Retrieval-augmented generation (RAG) is a pattern where a language model answers questions by retrieving relevant passages from an external corpus—often via vector embeddings—at query time, then conditioning its reply on those chunks.

RAG is flexible for ad hoc document sets but can feel opaque: similarity search does not guarantee explicit structure, stable cross-links, or inspectable memory. The LLM Wiki pattern popularized by Andrej Karpathy argues for compiling sources into a persistent, interlinked markdown wiki that agents maintain and traverse—exemplified by Farzapedia.

Both approaches support Personal Knowledge workflows; many practitioners combine compiled wikis with targeted retrieval when corpora grow very large.

GraphRAG

GraphRAG is a RAG variant that first indexes a corpus into a knowledge graph—entities, relationships, and hierarchical community summaries—then retrieves through that structure at query time. It was popularized by Microsoft’s GraphRAG project for questions that need both local detail (“what did this document say about X?”) and global synthesis (“what are the main themes across the whole collection?”).

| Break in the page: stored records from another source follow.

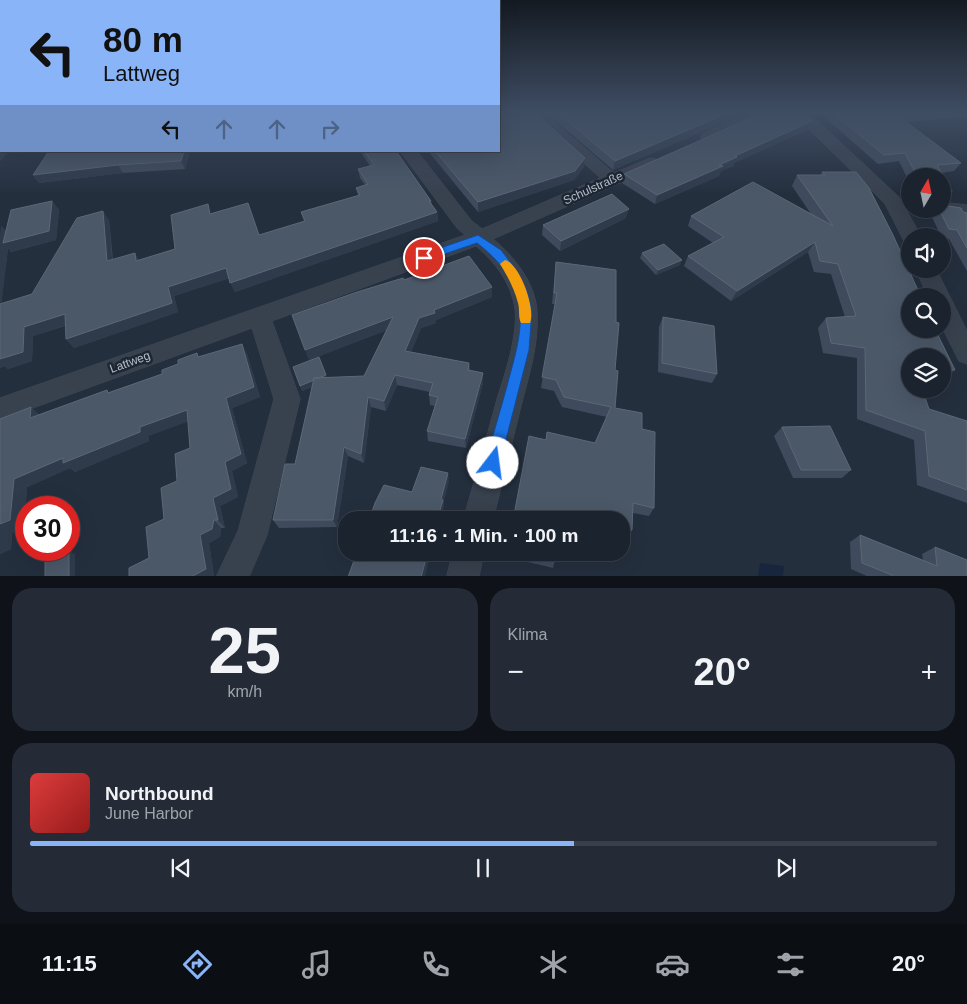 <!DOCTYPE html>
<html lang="de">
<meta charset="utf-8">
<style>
body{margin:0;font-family:Helvetica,sans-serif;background:#242b36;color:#f1f3f6;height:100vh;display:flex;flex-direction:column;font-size:19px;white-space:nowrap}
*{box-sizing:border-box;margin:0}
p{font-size:16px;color:#a0a4aa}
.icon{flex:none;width:28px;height:28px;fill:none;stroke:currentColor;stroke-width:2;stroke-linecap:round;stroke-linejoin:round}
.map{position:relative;height:576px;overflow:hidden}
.sheet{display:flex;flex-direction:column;gap:12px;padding:12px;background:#0f1319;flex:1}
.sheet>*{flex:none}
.guide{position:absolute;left:0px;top:0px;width:500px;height:152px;box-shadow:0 5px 20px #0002,0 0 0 1px #39404a;background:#8ab4f8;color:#111;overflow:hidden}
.needle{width:32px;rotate:9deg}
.buttons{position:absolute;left:901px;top:168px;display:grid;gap:10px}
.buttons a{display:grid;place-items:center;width:50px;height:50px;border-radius:50%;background:#1b232e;box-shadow:0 5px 20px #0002,0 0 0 1px #39404a;font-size:25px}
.speed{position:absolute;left:15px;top:496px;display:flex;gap:10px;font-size:25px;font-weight:700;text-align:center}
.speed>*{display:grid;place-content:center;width:65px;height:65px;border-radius:50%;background:#1b232e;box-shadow:0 5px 20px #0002,0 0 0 1px #39404a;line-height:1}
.speed .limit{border:8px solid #d22;background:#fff;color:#111}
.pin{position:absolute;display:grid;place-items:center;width:42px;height:42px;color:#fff;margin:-21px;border:2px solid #fff;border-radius:50%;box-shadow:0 1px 5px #0007}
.me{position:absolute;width:55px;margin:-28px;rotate:15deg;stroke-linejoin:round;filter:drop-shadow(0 0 4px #0008)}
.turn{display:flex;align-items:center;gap:18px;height:105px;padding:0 20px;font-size:22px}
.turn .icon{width:65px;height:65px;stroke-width:2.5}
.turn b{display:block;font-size:35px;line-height:42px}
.lanes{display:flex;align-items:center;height:48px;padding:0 20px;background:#0003;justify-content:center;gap:25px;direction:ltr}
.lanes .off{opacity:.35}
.big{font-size:38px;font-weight:800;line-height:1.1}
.sheet .card{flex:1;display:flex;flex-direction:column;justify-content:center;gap:8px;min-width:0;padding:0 18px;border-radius:20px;background:#242b36}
.sheet .dial{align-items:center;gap:0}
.dial b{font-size:65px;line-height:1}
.song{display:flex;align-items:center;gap:15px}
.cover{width:60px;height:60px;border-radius:8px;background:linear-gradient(135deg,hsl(0 70% 55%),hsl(0 70% 35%))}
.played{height:5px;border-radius:2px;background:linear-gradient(90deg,#8ab4f8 60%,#39404a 60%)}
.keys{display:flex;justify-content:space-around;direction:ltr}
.heat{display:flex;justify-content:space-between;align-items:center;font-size:28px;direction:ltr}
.sheet .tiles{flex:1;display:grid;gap:12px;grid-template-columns:1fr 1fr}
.card:last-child{grid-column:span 2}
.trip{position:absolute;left:338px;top:511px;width:292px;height:50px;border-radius:20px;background:#1b232e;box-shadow:0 5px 20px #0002,0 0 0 1px #39404a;font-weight:800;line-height:50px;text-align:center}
.tabs{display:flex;height:80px;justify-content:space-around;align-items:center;background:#0b0e12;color:#a0a4aa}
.tabs .icon{width:35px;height:35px}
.tabs .selected{color:#8ab4f8}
.tabs b{font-size:22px;color:#f1f3f6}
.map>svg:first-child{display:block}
.water{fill:#17263c}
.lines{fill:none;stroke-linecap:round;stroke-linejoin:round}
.minor-casing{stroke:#414a57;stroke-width:1}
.minor{fill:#38414e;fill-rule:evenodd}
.wall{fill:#3f4b5c}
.shaded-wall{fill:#2f3b4b}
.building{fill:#4b5868;stroke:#5c6777}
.route{fill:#1a73e8;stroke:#114b97}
.slow{fill:#f59e0b}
.labels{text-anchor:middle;stroke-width:5;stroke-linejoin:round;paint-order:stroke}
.street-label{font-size:12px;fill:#b4bcc9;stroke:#1d2633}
</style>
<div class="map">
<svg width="967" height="577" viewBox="0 0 967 577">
<rect width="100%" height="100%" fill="#242f3e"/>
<path class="water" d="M760,563L784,566L783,576H758Z"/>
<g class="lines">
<g class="minor-casing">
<path id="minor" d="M528,113H544L614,173L650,158L656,159L658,163L656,167L493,239C514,256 536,284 537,312C539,344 529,375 521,406C512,444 502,482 493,520H463C475,480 486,439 497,399C505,373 518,336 515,309C511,283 496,263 476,246L272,321L300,399L267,535L249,577H216L238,531L274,399L252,328L0,420V398L465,235L457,228L400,151H417L471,220L482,229L600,178Z
M750,113H769L767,116L714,140H702L700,137L702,134Z
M793,113H809L899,197L921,236H910V242L904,241L885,204Z
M942,202L967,205V217L936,212L933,209H942Z
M916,269H936L967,331V364L959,361L942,327V296H928Z
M453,552H484L479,577H447Z"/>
</g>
<use href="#minor" class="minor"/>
</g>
<path class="wall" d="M0,113L1,151H28L7,153L0,161Z
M547,113H632L635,115L639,113H745L613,170Z
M820,113H967V117L906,122L961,163L954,171L941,173L952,192L942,204V176H910V184L899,161L878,164Z
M812,121L807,130L734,163L733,166L721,171L719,176L655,204L622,183L624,174Z
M190,151L185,169L123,173L39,183L33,175Z
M360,151H396L431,201L432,205L437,212L438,221L235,292L229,278L174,296L178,312L74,348L66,339L65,326L33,336L32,361L8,369L5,366L0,368L1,226L6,231L52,201L59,210L56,240L11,252L8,248L1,304L32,294L109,220L113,260H139L175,249L212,214L260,235L304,221L301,212L358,196L356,188L365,185L360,178L358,169L370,166Z
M428,151H499L585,158L584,167L574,180L478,212Z
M822,172L910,296L955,370L944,379H942V356H910L929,409L967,421V503L917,485L914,440L857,419V358L823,353L818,328L826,318L845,317L831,274L814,272L808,252L731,301L684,266L688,256L713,243L688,226L691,216L811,214L792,186L797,175H820Z
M928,209H939L967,213V271L949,239L942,238V236H941Z
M626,218L560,251L542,235L543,225Z
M642,253L680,265L656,275L640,258Z
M556,262L615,370V408L642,429L654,508L649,516L633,513L632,530L628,538L621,536V520H513L546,440L595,443L607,417L562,407L554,391L541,388L555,304H552Z
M404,280L492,297L436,320V323L421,328L411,352L469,363L470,370L483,373V383L466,448L428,441L427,431L435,406L430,405L429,395L430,392L397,385L386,411L371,407L364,463L348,456L337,527L279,528L273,520L295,464L312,387L302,391L300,386L319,357L327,378L364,376L387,330L309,360Z
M663,317L717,374L712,383L658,372L659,327Z
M247,354L260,397L232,408L247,463L232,471L238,497L220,506L225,528H221L220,537L209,543L214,576L129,577L149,558L177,481L190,448L188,421L148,436L149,441L75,472L70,468L27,487L24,528L12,533L11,549L0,554L40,415L109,392L162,374L200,356Z
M782,427L851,470L842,478H793L774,436Z
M860,535L923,560L922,554L935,547L967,577H869L851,569L850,542Z
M507,552H557L553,568L507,557Z"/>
<path class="shaded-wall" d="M728,113H745L613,170L615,161Z
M812,121L807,130L734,163L733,166L721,171L719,176L655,204L657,195L735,156Z
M1,145V151H6L7,153L0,161V146Z
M184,151H190L185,169L181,161Z
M585,158L584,167L574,180L478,212V202Z
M118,165L123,173L39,183L33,175Z
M52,201L59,210L56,240L11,252L8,248L0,316V236L1,226L9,235Z
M629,209L626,218L560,251L561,241Z
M103,211L109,220L113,271L107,261Z
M437,212L438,221L235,292L230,283Z
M815,242L808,252L731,301L737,291Z
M135,253L141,262L136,261Z
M682,260L680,265L656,275L658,270Z
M226,268L231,278L174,296L178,312L74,348L66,339L168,287Z
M492,287V297L436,320V323L421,328L407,361L405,351L419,318L434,310Z
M65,314L73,323L33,336L32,361L8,369L5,366L0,368V358L24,327Z
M393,317L395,327L309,360L305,350Z
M242,344L247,354L260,397L232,408L247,463L232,471L238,497L220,506L225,528L218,520L213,498L225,462L226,398Z
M483,373V383L466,448L465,439Z
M326,375L328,380L302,391L300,386Z
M395,375L397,385L386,411L384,401Z
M368,397L371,407L364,463L361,454Z
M31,407L42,417L30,418Z
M187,410L195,419L148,436L149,441L75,472L70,468L27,487L24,528L12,533L11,549L0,554V524L14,479L140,427Z
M344,447L348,456L337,527L333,520Z
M448,473L449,481L444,501V507L441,520H437L441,499Z
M214,520L221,528L220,537L209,543L214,576L191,577L200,535Z
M69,551L75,554V577H69Z
M428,552H431L425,577H421Z"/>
<path class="building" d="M0,113H1V145L0,146Z
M499,113H535L585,158L575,171L478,202L435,151H499Z
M558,113H632L635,115L639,113H728L615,161Z
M762,113H803L812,121L735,156L737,157L719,165L723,166L657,195L624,174Z
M833,113H920L897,115L961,163L937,165L952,192H948L947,198L942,199V176H917L905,153L884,155Z
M49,151H184L181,161L118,165L33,175Z
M364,151H396L431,201H429L437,212L230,283L226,268L168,287L172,303L66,339L65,314L24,327L23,352L0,359V304L32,294L77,218L103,211L107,261L135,253L136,261L175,249L171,215L208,204L210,214L248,203L259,235L305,221L301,212L360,195L356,188L368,184L358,169L374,165Z
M822,172H856L869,188L893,235L917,288L922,296H910V329H935L955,370L942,367V356H910V389H922L929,409L967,421V490L929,476L925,431L866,410L865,348L831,343L826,318L856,316L838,264L820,261L815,242L737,291L688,256L724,237L691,216L753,182L833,226L797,175H825Z
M612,194L629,209L561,241L543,225Z
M52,201L49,231L3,243L11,210Z
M942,205L961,208L963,212L967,213V248L957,230L949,229L939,209H942Z
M664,244L682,260L658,270L642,253Z
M469,256L492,287L434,310L435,313L419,318L405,351L469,363L468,370L483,373L465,439L427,431L438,397L429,395L433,383L395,375L384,401L368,397L361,454L344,447L333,520H273L285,464H295L314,378L364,376L393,317L305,350L292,315L357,292L403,278L404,280Z
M556,262L616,270V322L619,323L615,370L618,371L615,408L642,413V429L655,432L654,508L633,503L632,530L621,527V520H590L581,518L580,520H513L529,436L546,440L547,432L595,443L611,407L564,397L556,380L542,377L557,293H554Z
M663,317L714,326L717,374L662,363Z
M242,344L254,387L226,398L241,454L225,462L231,489L213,498L218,520H214L212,529L200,535L206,569L191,577H129V568L149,558L146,527L164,519L161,488L177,481L175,454L190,448L187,410L140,427V432L63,463V458L14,479L10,520L0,524V419L31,407L30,418L107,390L108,393L162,374V370L178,364V360L197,353L198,357Z
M319,357L326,375L319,378H314V380L300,386L293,367Z
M830,426L851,470H801L782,427Z
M421,467L448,473L441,499L443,500L437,520H369L375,503L384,485L412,492Z
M860,535L937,566L935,547L967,560V577H892V575L862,563Z
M69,551V577H45V561Z
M357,552H428L421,577H348Z
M522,552H557L556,561Z"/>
<linearGradient id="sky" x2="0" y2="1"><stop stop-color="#141a22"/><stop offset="0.58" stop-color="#3f4d63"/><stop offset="1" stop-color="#3f4d63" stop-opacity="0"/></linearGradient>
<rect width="967" height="194" fill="url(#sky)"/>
<path class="route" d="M478,235L501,250L517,271L527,291L532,311L529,350L500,463L498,468L493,470L488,468L485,463C492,438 500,412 507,386C513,362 522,337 520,311C518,282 499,260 477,243L424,261L418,258L420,255Z"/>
<path class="slow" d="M505,260C520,264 536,309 530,323H521C518,317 520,310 518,303C514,288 508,277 500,264Z"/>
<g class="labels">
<g class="street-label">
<text transform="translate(593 188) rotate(-24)" y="4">Schulstraße</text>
<text transform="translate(130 362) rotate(-20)" y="4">Lattweg</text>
</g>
</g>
</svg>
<div class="buttons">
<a><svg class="needle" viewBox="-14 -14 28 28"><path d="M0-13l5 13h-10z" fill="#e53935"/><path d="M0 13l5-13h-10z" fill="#a0a4aa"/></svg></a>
<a><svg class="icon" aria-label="sound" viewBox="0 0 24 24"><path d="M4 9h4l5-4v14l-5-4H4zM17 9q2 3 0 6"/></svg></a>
<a><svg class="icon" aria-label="search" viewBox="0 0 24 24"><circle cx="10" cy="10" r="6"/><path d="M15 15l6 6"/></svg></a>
<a><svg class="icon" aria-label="layers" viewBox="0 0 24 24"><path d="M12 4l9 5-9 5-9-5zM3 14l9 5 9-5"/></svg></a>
</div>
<div class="speed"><div class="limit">30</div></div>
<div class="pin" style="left:424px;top:258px;background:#d93025"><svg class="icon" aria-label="arrive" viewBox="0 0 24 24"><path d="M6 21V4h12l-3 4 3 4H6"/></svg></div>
<svg class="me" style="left:493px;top:463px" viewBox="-20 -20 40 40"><circle r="19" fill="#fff"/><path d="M0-13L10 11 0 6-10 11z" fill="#1a73e8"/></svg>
<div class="trip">11:16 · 1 Min. · 100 m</div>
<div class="guide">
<div class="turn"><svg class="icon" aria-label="left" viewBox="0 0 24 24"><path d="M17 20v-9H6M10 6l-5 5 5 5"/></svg><div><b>80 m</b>Lattweg</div></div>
<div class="lanes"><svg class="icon" aria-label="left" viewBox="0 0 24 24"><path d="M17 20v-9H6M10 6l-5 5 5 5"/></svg><svg class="icon off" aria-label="ahead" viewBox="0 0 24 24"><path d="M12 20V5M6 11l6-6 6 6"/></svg><svg class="icon off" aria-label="ahead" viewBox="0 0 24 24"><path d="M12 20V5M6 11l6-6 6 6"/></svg><svg class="icon off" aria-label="right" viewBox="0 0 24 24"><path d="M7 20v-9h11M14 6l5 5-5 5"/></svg></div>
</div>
</div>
<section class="sheet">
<div class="tiles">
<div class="card dial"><b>25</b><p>km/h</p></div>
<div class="card"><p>Klima</p>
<div class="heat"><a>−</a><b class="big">20°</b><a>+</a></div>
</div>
<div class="card">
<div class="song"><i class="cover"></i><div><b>Northbound</b><p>June Harbor</p></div></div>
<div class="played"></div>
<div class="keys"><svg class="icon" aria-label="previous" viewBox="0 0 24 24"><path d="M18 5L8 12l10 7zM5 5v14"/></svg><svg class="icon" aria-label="pause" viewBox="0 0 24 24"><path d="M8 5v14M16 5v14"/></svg><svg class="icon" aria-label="next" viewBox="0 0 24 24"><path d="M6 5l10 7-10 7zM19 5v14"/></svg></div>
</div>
</div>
</section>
<nav class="tabs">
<b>11:15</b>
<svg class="icon selected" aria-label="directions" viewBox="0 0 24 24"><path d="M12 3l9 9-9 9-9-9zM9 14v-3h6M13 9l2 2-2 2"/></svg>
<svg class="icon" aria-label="music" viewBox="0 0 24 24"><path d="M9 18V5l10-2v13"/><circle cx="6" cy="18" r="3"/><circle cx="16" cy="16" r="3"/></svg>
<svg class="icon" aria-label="phone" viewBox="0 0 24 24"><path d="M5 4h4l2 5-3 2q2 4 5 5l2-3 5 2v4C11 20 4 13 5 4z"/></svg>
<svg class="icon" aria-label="climate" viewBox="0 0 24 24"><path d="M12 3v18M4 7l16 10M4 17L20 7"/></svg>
<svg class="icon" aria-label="car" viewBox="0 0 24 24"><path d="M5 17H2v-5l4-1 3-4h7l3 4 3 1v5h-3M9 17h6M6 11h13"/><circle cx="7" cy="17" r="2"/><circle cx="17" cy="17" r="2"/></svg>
<svg class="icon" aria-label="filters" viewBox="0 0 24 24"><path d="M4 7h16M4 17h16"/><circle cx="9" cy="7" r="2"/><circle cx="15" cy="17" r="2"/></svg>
<b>20°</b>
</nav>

Compared with embedding-only RAG:

Vector RAG GraphRAG
Index Chunk embeddings Graph + community reports
Strength Fast similarity lookup Cross-document themes, structured hops
Tradeoff Weak explicit structure Heavier indexing pipeline; graph can be opaque

GraphRAG sits between opaque vector stores and human-inspectable wikis. You get explicit declarative knowledge in the graph, but the artifact is usually generated and queried through tooling—not necessarily a folder of markdown you edit in Obsidian. The LLM Wiki pattern pushes further toward files as the source of truth: interlinked pages, visible WikiLinks, and optional RDF / SPARQL validation in wikis like this one.

For agent memory, the practical spectrum is: vector RAG (retrieve chunks) → GraphRAG (retrieve graph neighborhoods and summaries) → compiled wiki (traverse linked articles the agent maintains). Farzapedia and HydraDB-style substrates (see WikiThon) mix file-first wikis with managed recall APIs.